[WORKING DATA — start]

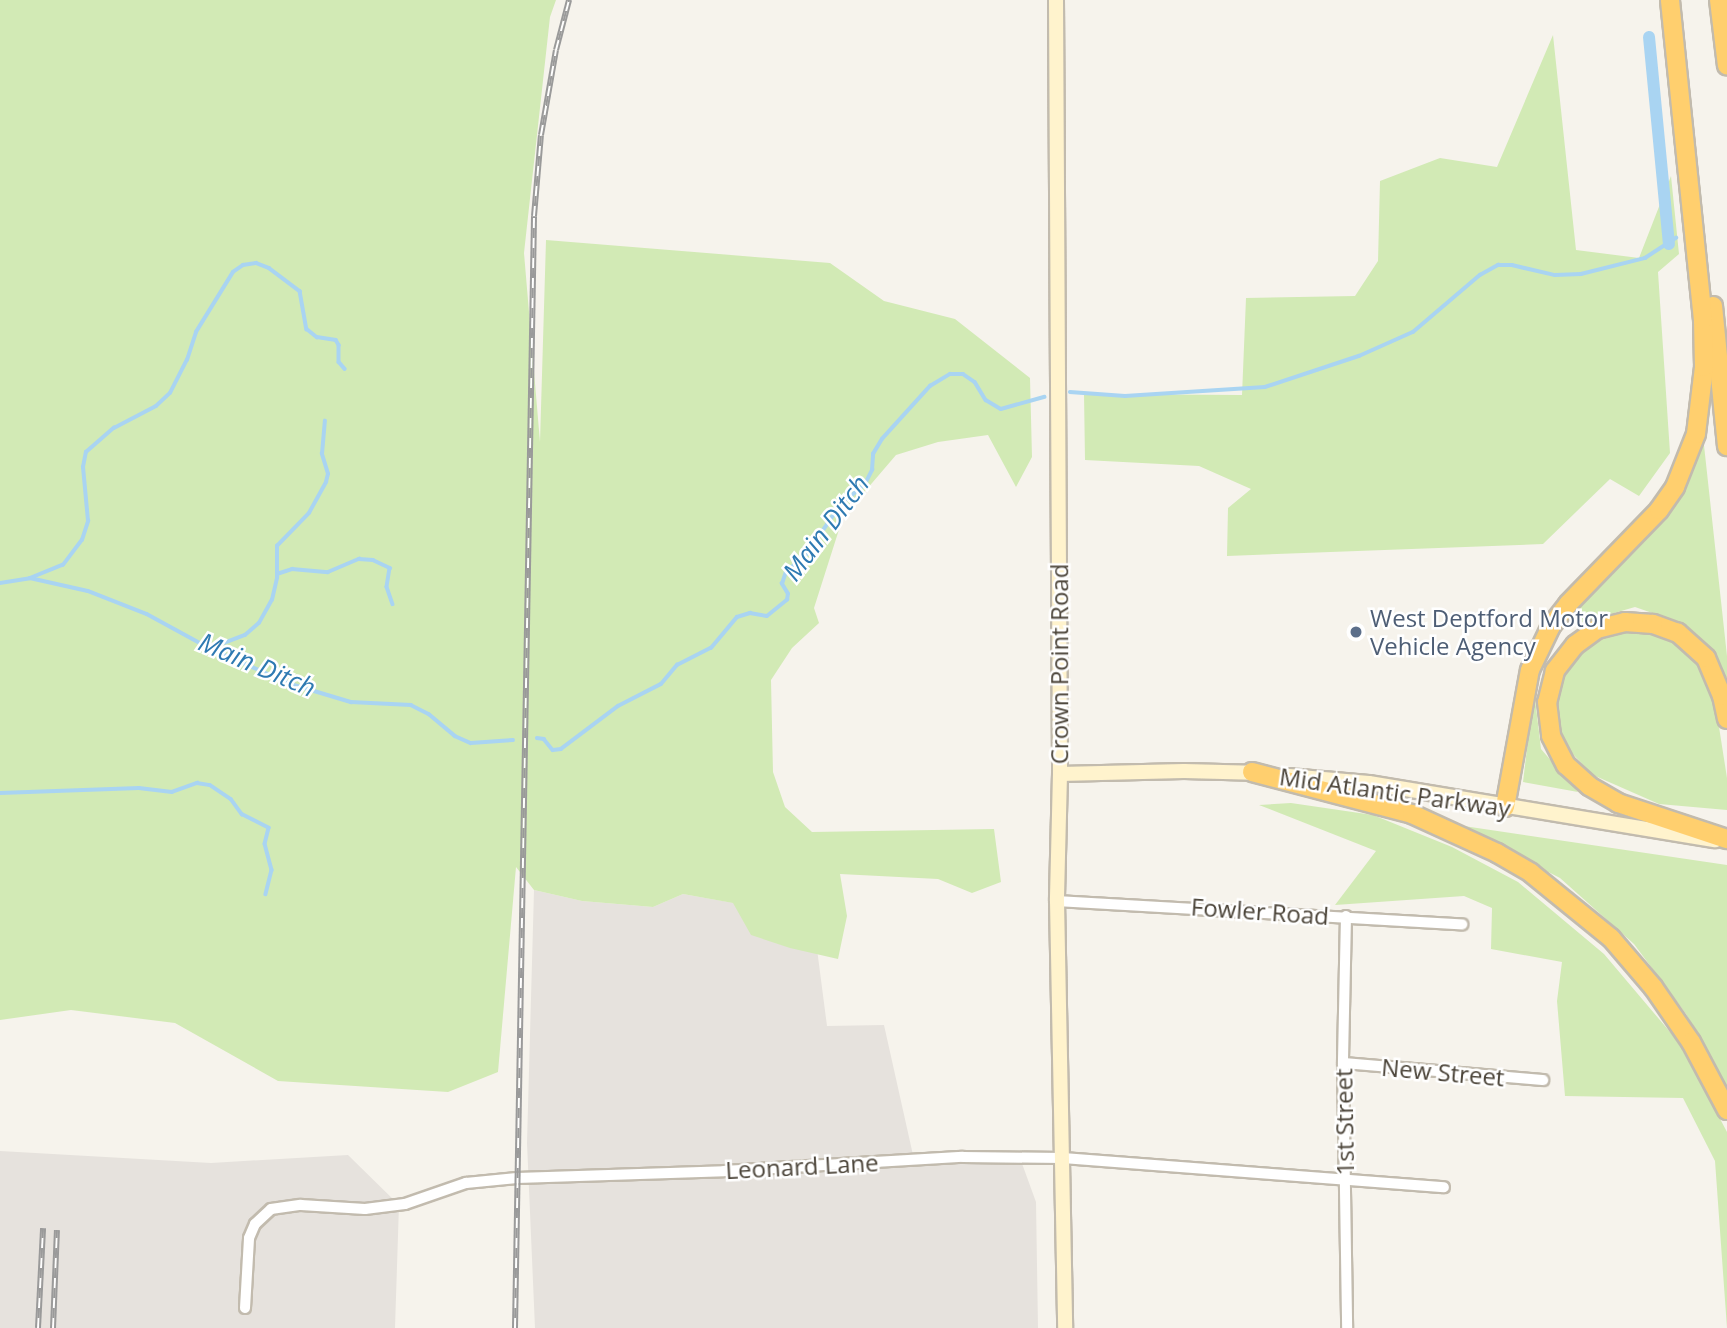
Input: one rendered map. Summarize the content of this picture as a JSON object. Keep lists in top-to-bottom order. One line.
{"streets":{"main road":["Crown Point Road","Mid Atlantic Parkway"],"street":["Fowler Road","New Street","1st Street","Leonard Lane"]},"crossings":[["Crown Point Road","Mid Atlantic Parkway"],["Crown Point Road","Fowler Road"],["Crown Point Road","Leonard Lane"],["Fowler Road","1st Street"],["New Street","1st Street"],["1st Street","Leonard Lane"]],"water":["Main Ditch"],"places":["West Deptford Motor Vehicle Agency"]}
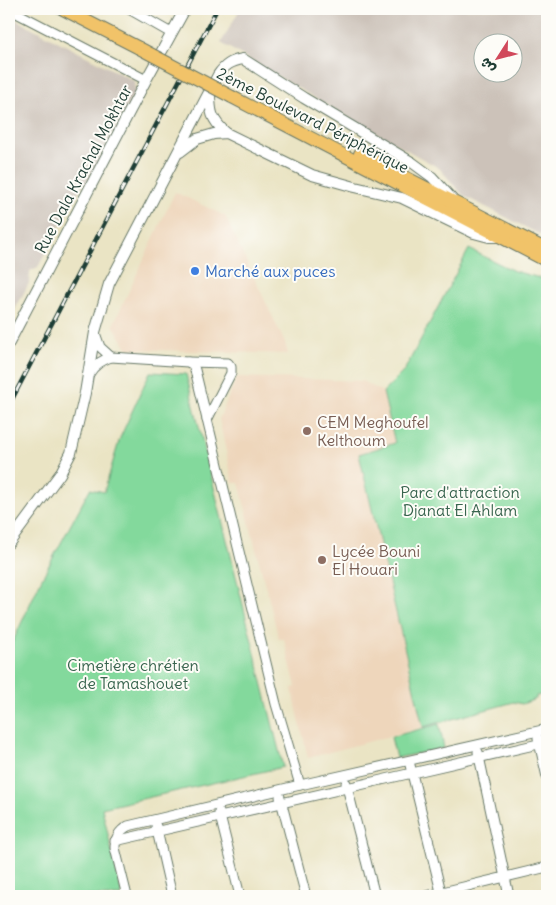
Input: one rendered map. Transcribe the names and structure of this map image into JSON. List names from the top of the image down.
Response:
{
  "streets": {
    "main road": ["2ème Boulevard Périphérique"],
    "street": ["Rue Dala Krachal Mokhtar"]
  },
  "parks": ["Parc d'attraction Djanat El Ahlam", "Cimetière chrétien de Tamashouet"],
  "places": ["Marché aux puces", "CEM Meghoufel Kelthoum", "Lycée Bouni El Houari"],
  "north": "bottom left"
}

[WORKING DATA — finish]

Without including any pictures, output each entry above exactly as it appears.

Input: one rendered map. Summarize the content of this picture as a JSON object. Keep lists in top-to-bottom order. One line.
{"streets":{"main road":["Crown Point Road","Mid Atlantic Parkway"],"street":["Fowler Road","New Street","1st Street","Leonard Lane"]},"crossings":[["Crown Point Road","Mid Atlantic Parkway"],["Crown Point Road","Fowler Road"],["Crown Point Road","Leonard Lane"],["Fowler Road","1st Street"],["New Street","1st Street"],["1st Street","Leonard Lane"]],"water":["Main Ditch"],"places":["West Deptford Motor Vehicle Agency"]}
Input: one rendered map. Transcribe the names and structure of this map image into JSON. List names from the top of the image down.
Response:
{
  "streets": {
    "main road": ["2ème Boulevard Périphérique"],
    "street": ["Rue Dala Krachal Mokhtar"]
  },
  "parks": ["Parc d'attraction Djanat El Ahlam", "Cimetière chrétien de Tamashouet"],
  "places": ["Marché aux puces", "CEM Meghoufel Kelthoum", "Lycée Bouni El Houari"],
  "north": "bottom left"
}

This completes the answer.